Maybe they weren’t used to eating…food. Good thing you vamoosed.
I asked because I expected a more piscine bill of fare everywhere and was told that all the fish they catch is sent to California. You vamoosed the wrong way.
Yeah, that’s smoked fish in the northwest coast Indian style. It’s more like stockfish than lox. It can be exquisite, if it’s what you’re expecting and it’s what you’re in the mood for. If you’re expecting lox, though, you’re not going to be happy.
That’s even less authentic than the stuff my folks called “barbeque” when I was a kid - cooked ground meat mixed up with tomato sauce and seasoned with mustard.
At one point, during a trip up north, my daughter and I, both native Texans, decided to try what the yankees call “chili” in a variety of places in Ohio, Illinois, and Michigan.
The yankees do in fact make a variety of delightful and delicious foods. But their chili is a thing to scare babies with.
Kinda strange, but the worst Mexican food I’ve ever had was in Texas. I did not see that coming.

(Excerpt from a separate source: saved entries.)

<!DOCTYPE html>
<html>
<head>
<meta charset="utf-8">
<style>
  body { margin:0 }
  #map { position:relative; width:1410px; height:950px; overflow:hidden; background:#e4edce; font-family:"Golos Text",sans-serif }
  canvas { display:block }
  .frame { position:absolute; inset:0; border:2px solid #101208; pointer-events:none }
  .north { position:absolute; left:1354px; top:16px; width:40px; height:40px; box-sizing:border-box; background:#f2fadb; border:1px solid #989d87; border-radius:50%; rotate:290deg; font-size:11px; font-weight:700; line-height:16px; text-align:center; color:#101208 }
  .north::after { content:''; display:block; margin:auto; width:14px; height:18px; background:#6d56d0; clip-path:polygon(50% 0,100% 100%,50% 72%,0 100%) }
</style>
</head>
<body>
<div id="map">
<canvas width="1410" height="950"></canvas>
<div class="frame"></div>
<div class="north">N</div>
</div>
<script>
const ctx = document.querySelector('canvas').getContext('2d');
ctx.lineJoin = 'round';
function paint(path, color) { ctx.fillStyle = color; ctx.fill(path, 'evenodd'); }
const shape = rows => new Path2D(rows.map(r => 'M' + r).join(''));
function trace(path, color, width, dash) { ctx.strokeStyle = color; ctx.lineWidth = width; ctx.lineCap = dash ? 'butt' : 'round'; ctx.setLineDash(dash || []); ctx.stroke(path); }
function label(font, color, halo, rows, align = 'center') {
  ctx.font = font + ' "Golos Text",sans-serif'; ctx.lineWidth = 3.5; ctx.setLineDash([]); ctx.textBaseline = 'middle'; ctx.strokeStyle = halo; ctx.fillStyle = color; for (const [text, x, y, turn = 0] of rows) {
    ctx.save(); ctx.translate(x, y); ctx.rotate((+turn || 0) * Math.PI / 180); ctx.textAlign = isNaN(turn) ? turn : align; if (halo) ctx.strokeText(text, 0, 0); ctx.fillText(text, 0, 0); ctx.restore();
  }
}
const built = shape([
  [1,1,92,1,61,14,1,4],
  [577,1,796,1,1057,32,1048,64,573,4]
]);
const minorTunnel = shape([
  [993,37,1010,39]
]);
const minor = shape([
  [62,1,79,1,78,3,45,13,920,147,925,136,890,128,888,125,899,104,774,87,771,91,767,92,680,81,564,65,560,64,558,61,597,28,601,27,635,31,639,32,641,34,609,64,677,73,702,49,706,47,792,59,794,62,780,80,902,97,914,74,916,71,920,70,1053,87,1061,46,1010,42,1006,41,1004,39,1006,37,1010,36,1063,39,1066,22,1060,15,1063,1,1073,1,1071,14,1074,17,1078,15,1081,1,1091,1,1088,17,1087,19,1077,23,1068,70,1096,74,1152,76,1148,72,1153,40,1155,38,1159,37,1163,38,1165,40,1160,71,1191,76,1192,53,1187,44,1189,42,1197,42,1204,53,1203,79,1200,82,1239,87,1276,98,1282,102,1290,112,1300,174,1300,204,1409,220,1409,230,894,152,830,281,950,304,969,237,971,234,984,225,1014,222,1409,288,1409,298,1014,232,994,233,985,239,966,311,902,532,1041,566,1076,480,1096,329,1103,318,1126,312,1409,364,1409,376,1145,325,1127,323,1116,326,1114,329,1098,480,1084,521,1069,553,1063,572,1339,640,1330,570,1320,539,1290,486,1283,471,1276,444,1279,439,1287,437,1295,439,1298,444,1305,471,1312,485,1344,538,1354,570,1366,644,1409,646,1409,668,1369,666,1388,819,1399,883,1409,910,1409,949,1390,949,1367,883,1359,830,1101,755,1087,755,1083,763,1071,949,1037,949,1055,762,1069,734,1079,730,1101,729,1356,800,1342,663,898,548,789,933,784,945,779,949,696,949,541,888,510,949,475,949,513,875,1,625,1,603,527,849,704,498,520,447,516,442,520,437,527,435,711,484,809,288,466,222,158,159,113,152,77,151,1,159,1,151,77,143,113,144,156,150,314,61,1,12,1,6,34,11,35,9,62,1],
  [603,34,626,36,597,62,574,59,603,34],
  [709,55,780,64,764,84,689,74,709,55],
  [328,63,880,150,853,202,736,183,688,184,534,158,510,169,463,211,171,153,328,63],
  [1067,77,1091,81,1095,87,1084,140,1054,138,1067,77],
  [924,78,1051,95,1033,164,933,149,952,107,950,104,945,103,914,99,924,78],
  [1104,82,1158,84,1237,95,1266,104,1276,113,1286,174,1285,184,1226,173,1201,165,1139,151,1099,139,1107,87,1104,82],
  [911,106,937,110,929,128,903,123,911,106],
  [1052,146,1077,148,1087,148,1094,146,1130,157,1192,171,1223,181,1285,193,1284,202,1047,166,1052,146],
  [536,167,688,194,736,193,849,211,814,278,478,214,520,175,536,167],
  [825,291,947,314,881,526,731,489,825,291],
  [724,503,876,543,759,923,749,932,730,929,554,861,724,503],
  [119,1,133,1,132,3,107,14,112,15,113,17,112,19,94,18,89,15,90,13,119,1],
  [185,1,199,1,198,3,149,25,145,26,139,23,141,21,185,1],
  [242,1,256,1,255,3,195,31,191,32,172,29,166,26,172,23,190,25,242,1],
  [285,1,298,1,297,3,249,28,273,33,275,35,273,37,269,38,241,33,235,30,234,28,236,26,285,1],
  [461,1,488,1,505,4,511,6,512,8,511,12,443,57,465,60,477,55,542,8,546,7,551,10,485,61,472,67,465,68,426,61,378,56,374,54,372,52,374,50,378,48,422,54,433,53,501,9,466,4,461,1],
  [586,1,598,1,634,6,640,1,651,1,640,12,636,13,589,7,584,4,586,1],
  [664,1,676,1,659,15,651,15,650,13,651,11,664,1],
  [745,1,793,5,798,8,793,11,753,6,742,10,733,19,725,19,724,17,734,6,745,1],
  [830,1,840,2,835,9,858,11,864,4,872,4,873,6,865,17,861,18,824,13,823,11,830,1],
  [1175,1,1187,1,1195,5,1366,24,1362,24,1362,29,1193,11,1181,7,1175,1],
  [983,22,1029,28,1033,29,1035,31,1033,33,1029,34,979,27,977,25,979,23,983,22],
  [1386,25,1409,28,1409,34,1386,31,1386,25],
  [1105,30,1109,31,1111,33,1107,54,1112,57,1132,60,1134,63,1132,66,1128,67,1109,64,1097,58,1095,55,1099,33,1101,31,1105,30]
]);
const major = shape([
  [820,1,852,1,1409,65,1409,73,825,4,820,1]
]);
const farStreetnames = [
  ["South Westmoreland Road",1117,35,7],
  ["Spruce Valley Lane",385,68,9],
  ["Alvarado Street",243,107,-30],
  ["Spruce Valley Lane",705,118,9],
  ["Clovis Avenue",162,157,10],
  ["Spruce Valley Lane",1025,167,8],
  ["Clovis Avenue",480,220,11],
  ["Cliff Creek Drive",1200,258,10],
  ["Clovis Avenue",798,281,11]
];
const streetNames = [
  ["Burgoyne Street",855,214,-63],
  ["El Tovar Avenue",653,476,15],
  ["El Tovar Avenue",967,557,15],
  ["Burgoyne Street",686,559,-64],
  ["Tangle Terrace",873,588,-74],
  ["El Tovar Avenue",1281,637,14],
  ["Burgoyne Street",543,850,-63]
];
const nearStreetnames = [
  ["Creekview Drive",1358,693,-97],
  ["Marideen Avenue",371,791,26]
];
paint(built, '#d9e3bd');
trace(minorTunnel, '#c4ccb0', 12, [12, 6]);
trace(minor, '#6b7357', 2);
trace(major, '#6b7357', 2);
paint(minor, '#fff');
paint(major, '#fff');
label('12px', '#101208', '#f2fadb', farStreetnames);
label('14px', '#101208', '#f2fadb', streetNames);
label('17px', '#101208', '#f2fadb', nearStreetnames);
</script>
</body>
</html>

I do miss me some good “flake” for fish and chips. These days in NZ, it is all is all hoki or terakihi or snapper (if you want to pay the extra). I mean, snapper is really good (I caught a beauty last weekend out on a work fishing trip), and any of them certainly beats cod or haddock as served in the UK, but I grew up eating flake (i.e shark) from the local takeway, and I really do miss it as an option when I do get fish 'n chips.